» Saved data entries:
*** Block opens ***

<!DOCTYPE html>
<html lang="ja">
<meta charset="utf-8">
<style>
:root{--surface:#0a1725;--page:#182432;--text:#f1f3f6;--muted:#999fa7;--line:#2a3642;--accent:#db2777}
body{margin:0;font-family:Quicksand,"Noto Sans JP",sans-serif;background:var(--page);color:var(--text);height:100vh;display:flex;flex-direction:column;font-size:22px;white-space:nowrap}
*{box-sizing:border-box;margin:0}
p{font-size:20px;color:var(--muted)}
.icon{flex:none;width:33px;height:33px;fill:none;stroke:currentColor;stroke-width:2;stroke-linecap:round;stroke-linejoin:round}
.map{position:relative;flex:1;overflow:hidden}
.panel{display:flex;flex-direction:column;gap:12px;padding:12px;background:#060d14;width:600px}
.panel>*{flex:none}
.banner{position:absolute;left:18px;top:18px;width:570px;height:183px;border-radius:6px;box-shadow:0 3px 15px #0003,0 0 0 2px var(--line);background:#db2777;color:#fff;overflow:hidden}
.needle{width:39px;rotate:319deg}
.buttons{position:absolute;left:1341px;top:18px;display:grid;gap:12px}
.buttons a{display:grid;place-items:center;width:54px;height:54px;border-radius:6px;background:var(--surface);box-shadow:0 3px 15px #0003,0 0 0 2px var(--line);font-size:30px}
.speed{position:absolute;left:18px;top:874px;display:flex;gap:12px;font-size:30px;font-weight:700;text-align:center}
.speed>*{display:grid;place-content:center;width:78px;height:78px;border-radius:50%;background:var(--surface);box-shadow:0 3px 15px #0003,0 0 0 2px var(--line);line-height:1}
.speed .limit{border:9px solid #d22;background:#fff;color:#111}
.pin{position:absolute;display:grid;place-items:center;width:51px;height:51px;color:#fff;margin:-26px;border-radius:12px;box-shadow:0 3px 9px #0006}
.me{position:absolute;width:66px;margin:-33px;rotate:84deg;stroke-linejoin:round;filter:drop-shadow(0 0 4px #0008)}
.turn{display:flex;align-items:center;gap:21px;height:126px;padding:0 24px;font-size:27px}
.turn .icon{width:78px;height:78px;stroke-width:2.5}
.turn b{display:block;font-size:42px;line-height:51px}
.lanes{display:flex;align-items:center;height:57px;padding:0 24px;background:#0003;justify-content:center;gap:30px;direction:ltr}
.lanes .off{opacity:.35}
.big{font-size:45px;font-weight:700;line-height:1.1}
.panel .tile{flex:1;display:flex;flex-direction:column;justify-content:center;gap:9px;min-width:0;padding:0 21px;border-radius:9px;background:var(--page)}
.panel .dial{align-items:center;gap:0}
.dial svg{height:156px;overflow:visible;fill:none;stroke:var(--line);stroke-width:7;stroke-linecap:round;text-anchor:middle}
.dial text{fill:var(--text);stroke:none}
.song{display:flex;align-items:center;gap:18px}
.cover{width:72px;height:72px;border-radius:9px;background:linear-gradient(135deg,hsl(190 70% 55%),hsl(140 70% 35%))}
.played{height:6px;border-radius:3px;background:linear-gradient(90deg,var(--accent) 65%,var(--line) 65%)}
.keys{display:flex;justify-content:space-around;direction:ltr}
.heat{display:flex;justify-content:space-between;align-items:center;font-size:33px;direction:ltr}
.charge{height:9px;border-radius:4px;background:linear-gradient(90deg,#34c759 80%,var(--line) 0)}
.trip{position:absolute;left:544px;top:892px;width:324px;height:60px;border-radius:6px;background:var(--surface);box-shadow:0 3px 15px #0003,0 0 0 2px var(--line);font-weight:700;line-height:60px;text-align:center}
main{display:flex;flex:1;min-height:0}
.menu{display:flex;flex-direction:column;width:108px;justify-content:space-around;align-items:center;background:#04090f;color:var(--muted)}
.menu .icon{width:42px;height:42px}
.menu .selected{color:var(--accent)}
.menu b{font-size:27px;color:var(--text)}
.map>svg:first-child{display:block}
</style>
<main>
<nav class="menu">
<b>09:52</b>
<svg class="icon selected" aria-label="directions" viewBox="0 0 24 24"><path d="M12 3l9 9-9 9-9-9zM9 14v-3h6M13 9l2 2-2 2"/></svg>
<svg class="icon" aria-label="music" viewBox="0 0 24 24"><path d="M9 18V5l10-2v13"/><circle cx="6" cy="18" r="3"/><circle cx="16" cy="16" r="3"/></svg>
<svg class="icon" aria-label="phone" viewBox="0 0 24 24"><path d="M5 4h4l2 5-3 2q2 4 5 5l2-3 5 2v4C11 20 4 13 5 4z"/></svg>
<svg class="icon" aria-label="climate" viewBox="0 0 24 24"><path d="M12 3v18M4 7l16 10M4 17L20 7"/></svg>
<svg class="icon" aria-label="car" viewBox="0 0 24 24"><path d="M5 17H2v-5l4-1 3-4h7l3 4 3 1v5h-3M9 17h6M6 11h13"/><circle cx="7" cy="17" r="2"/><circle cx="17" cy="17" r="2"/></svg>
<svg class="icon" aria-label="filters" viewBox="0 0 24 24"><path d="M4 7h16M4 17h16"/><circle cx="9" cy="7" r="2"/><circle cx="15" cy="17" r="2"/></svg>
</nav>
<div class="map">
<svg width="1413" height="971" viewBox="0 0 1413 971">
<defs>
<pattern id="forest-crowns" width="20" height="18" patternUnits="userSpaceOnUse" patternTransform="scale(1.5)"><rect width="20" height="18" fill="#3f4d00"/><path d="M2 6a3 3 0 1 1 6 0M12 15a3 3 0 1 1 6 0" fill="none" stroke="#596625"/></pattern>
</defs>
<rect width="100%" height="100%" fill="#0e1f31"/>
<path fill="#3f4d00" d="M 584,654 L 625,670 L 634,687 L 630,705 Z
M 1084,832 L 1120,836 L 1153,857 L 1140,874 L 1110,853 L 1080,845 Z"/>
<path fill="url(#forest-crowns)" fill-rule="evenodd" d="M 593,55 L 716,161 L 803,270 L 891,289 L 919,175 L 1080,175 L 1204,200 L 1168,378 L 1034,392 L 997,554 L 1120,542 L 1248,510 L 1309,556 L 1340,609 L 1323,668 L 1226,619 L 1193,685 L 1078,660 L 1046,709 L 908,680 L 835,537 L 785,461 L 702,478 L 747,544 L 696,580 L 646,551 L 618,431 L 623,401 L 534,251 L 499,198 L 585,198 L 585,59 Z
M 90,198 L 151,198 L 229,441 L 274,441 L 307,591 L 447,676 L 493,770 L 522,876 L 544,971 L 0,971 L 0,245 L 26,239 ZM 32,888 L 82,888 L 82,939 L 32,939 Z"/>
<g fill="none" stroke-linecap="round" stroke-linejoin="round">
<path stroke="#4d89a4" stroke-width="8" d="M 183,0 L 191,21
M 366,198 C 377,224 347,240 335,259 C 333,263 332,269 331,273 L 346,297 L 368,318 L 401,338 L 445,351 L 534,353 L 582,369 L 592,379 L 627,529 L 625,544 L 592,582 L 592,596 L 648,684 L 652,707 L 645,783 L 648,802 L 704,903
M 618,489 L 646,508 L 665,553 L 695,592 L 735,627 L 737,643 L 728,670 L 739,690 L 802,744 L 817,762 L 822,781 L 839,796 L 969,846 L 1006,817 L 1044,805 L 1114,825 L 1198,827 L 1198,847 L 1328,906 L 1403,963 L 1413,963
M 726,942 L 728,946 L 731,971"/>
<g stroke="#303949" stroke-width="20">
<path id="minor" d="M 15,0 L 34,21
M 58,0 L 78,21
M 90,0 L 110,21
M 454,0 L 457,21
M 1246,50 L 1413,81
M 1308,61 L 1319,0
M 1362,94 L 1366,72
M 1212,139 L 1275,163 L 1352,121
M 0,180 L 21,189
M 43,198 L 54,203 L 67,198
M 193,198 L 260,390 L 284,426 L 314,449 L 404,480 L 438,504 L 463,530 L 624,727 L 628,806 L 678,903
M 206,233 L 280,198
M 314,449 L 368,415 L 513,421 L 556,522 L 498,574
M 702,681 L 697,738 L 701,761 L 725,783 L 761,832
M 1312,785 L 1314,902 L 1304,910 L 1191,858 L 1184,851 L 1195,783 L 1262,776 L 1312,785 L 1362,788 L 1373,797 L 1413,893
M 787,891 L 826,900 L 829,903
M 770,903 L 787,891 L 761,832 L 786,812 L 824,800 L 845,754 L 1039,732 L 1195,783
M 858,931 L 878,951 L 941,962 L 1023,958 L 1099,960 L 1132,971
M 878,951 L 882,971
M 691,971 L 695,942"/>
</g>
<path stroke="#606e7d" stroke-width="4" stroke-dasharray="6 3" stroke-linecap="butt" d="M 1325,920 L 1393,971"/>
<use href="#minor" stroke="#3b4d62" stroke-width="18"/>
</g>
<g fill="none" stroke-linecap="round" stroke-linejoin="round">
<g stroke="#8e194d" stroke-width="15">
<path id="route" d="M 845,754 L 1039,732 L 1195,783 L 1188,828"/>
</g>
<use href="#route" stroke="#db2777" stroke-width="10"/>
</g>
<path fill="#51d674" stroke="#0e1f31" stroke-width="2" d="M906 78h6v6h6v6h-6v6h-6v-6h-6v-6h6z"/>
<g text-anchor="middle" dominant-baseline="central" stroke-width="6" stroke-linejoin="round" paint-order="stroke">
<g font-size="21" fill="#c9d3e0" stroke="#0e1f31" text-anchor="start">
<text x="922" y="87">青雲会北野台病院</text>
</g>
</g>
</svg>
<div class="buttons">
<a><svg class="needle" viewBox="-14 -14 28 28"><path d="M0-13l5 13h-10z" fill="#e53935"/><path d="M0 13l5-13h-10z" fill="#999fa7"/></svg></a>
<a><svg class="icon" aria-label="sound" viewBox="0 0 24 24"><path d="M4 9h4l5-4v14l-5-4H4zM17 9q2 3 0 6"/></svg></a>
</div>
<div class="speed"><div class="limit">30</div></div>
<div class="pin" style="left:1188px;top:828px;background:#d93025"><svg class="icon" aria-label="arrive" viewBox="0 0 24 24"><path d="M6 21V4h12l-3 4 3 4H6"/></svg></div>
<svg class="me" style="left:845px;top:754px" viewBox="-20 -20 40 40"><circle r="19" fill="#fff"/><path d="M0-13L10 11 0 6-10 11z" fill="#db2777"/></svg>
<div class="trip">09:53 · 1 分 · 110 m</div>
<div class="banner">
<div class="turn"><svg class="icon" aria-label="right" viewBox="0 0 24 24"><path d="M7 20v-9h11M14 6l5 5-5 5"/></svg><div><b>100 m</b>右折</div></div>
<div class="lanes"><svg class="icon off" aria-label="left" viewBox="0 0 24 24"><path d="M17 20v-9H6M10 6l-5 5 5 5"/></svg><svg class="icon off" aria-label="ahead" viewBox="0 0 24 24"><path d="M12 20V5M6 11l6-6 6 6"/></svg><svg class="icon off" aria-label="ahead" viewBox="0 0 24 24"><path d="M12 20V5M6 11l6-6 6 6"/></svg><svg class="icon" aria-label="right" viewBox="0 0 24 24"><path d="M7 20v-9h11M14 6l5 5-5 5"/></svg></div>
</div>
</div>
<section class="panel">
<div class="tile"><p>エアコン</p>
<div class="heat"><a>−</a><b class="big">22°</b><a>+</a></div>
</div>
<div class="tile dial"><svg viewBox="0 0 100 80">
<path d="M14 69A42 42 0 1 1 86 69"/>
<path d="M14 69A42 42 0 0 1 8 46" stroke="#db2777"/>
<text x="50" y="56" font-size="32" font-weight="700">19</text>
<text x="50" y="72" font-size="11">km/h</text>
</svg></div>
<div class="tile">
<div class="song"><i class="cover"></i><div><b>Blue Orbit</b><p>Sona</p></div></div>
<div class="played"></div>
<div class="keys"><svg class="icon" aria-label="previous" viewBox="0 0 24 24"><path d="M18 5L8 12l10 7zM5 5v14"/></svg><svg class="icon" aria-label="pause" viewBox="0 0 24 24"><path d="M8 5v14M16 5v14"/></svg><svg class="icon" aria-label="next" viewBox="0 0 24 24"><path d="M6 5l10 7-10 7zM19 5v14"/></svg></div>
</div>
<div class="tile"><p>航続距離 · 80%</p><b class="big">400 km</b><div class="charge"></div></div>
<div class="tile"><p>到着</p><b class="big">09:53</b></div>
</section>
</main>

*** Block closes ***

» Exercise details: How many lines of the entries above include the word "speed"? Reply with the number alone.

» Solution below: 4